Researchers have identified a set of proteins involved in immunity that produce mutations in the body’s DNA which can potentially cause cancer. The finding was published in the journal Nature Genetics.

The proteins belong to a group called apolipoprotein B mRNA-editing enzyme catalytic polypeptide-like (APOBEC) cytidine deaminases. The investigators found that APOBEC mutations are responsible for a large percentage of cancer tumors. The study is a follow up of previous research by the same authors, published in Molecular Cell last year.

Their earlier study found mutation clusters with analogous features in sequenced human cancers and that “clustered mutations in cancers occur at motifs of cytosine deamination by APOBECs.”

Dmitry Gordenin, Ph.D, senior associate scientist at the National Institute of Environmental Health Sciences (NIEHS) was the corresponding author of the paper.

He said his research team, headed by Michael Resnick, Ph.D., was surprised to find that APOBEC was capable of mutating human DNA, considering it has an essential role in inactivating viruses that attack the body.

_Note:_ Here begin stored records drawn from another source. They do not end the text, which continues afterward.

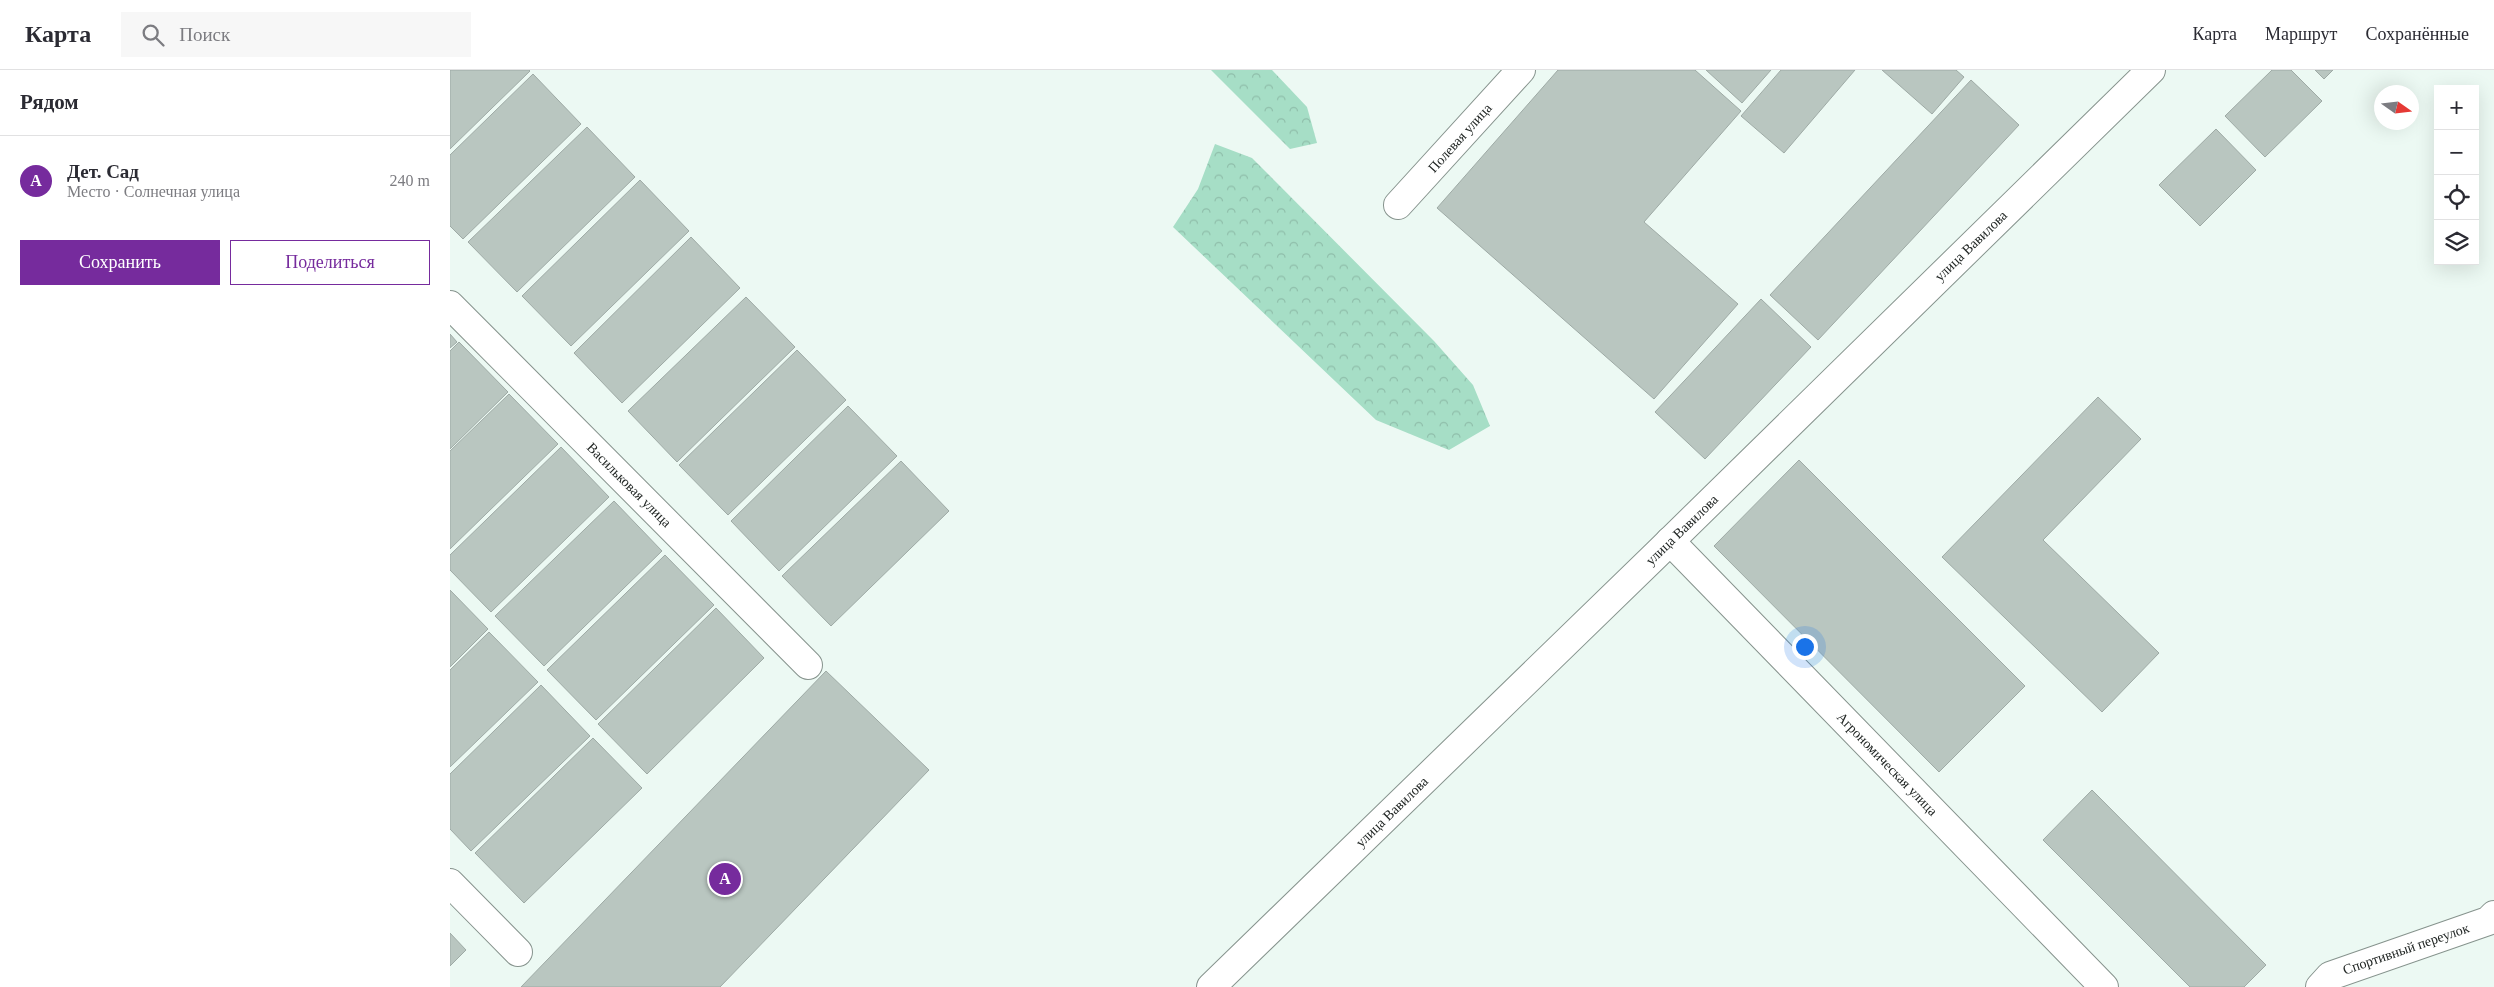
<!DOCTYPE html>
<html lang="ru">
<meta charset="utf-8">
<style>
:root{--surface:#fff;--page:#f7f7f7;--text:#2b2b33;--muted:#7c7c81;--line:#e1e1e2;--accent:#762b9d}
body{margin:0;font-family:"Times New Roman",serif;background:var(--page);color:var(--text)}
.controls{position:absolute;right:15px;top:15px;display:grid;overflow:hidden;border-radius:0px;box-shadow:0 5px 20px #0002}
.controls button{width:45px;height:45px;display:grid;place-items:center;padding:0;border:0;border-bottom:1px solid var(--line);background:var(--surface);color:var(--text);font:25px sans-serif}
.compass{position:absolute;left:1924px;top:15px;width:45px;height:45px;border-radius:50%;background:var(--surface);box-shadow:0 5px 20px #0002;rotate:104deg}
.you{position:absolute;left:1354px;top:576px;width:18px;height:18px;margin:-12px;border:4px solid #fff;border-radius:50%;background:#1a73e8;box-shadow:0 0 0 8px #1a73e833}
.badge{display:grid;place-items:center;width:32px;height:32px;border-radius:50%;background:var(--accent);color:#fff;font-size:16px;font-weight:700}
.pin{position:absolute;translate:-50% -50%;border:2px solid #fff;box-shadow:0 1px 5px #0006}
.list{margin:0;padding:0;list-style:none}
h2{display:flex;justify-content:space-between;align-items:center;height:65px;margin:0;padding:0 20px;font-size:21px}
h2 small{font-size:16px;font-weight:400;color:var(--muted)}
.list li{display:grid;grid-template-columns:32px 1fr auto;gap:15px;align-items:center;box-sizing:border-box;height:90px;padding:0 20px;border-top:1px solid var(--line)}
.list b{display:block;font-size:19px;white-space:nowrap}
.list p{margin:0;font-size:16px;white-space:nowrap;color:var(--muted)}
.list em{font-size:16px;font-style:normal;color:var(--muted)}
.actions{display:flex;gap:10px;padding:15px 20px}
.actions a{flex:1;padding:11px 0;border:1px solid var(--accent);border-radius:0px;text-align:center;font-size:18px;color:var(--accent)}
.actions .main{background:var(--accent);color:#fff}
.icon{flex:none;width:28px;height:28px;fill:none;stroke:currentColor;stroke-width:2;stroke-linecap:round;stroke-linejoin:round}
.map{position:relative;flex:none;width:2044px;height:917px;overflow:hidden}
header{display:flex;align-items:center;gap:30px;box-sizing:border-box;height:70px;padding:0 25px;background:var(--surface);border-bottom:1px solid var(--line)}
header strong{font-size:24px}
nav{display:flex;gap:28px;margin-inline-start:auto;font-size:18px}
.search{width:350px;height:45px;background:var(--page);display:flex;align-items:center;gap:12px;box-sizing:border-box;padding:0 18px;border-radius:0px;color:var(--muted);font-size:19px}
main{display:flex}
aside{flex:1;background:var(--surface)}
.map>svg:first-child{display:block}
.forest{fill:url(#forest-crowns)}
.building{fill:#b9c6c0;stroke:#9eaaa5}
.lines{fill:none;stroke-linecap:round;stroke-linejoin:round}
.minor-casing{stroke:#86938d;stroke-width:30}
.minor{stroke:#fff;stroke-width:28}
.labels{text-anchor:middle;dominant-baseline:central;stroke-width:4;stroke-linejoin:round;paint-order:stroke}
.street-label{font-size:14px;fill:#212624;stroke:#fff}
</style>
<header>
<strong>Карта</strong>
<div class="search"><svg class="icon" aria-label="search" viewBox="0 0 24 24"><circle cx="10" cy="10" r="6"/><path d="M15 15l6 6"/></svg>Поиск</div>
<nav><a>Карта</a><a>Маршрут</a><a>Сохранённые</a></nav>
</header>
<main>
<aside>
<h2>Рядом<small></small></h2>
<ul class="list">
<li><span class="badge">A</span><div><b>Дет. Сад</b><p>Место · Солнечная улица</p></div><em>240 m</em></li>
</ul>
<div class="actions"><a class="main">Сохранить</a><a>Поделиться</a></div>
</aside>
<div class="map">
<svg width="2044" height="917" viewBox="0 0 2044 917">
<defs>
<pattern id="forest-crowns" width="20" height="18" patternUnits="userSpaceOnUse" patternTransform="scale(1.25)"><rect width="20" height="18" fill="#a6dec6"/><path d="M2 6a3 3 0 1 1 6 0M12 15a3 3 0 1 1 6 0" fill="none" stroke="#8fbeaa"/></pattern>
</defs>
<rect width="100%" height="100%" fill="#ecf9f3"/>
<!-- forest -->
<g class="forest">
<polygon points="761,0 822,0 857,37 867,73 840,79"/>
<polygon points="765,74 802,88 984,271 1023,315 1040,356 999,380 926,350 723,157 748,119"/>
</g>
<!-- building -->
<g class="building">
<polygon points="0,0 79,0 80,1 0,79"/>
<polygon points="1108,0 1245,0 1291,41 1194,152 1288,234 1204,329 987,138"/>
<polygon points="1256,0 1321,0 1292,33"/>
<polygon points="1331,0 1405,0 1334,83 1291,46"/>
<polygon points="1432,0 1506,0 1514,7 1482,44"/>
<polygon points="1822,0 1841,0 1872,31 1815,87 1775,46"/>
<polygon points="1865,0 1883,0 1874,9"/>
<polygon points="83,4 131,54 13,169 0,156 0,85"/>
<polygon points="1521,10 1569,55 1368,270 1320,225"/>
<polygon points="137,57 185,107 67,222 18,172"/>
<polygon points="1766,59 1806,100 1750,156 1709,115"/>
<polygon points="190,110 239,161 121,276 72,226"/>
<polygon points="241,167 290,218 172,333 124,283"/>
<polygon points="296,227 345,277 227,392 178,341"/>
<polygon points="1311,229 1361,277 1255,389 1205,342"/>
<polygon points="0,264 7,272 0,278"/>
<polygon points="9,272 58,322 0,379 0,281"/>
<polygon points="347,280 396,330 278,445 229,395"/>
<polygon points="59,324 108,374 0,479 0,381"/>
<polygon points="1648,327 1691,369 1593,470 1709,583 1652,642 1492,487"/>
<polygon points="398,336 447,386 329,501 281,451"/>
<polygon points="111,377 159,427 41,542 0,500 0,485"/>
<polygon points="1349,390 1575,616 1489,702 1264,476"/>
<polygon points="451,391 499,441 381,556 332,506"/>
<polygon points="164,431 212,481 94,596 45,546"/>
<polygon points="215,485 264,535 146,650 97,600"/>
<polygon points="0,520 38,559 0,597"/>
<polygon points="266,538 314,588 197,704 148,654"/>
<polygon points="39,562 88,612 0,697 0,600"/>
<polygon points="376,601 479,700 270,917 71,917"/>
<polygon points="91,615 140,666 21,781 0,759 0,704"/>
<polygon points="143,668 192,718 74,833 25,783"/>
<polygon points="1642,720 1816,895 1794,917 1740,917 1593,770"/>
<polygon points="0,863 16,880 0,896"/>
</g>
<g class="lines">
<!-- minor casing -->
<g class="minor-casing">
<g id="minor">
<polyline points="948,135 1071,0"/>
<polyline points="0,235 358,595"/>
<polyline points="1220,471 1654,917"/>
<polyline points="0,813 68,882"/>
<polyline points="761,917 1207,484 1701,0"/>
<polyline points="1870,917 1880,906 2038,851 2044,845"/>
</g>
</g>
<!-- minor -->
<use href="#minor" class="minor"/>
</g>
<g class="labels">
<!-- street labels -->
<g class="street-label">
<text transform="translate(1010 68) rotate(-48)">Полевая улица</text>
<text transform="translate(1521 176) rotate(-44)">улица Вавилова</text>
<text transform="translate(179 415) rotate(45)">Васильковая улица</text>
<text transform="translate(1232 460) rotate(-44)">улица Вавилова</text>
<text transform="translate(1437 694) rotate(46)">Агрономическая улица</text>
<text transform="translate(942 742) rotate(-44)">улица Вавилова</text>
<text transform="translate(1956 879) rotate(-19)">Спортивный переулок</text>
</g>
</g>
</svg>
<div class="controls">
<button>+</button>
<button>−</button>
<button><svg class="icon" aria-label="locate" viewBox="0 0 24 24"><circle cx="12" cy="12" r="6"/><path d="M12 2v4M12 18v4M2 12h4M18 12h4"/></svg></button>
<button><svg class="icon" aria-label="layers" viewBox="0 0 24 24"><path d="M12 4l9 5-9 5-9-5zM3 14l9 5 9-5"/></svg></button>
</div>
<svg class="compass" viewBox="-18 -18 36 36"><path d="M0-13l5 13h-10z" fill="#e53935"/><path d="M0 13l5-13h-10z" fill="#7c7c81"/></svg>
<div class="you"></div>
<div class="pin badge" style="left:275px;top:809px">A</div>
</div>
</main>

Gordenin said “the presence of APOBEC clusters in the genome of tumor cells indicates that APOBEC enzymes could also have caused many mutations across the genome.”

The team, which included Gad Getz, Ph.D., and other colleagues at the Broad Institute of MIT and Harvard University, analyzed the number of genome-wide APOBEC mutageneses that were listed in the NIH’s cancer database “The Cancer Genome Atlas”.

They identified around a million APOBEC mutations in only 2,680 cancer samples. In some cases up to 70 percent of mutations in the tumors were due to APOBEC mutagenesis.

The first author of the study, Steven Roberts, Ph.D., said that because of APOBECs importance in regulating the immune system, it is very responsive to environmental factors. He said the team hopes “that determining the environmental link to these mutations will lead to viable cancer prevention strategies.”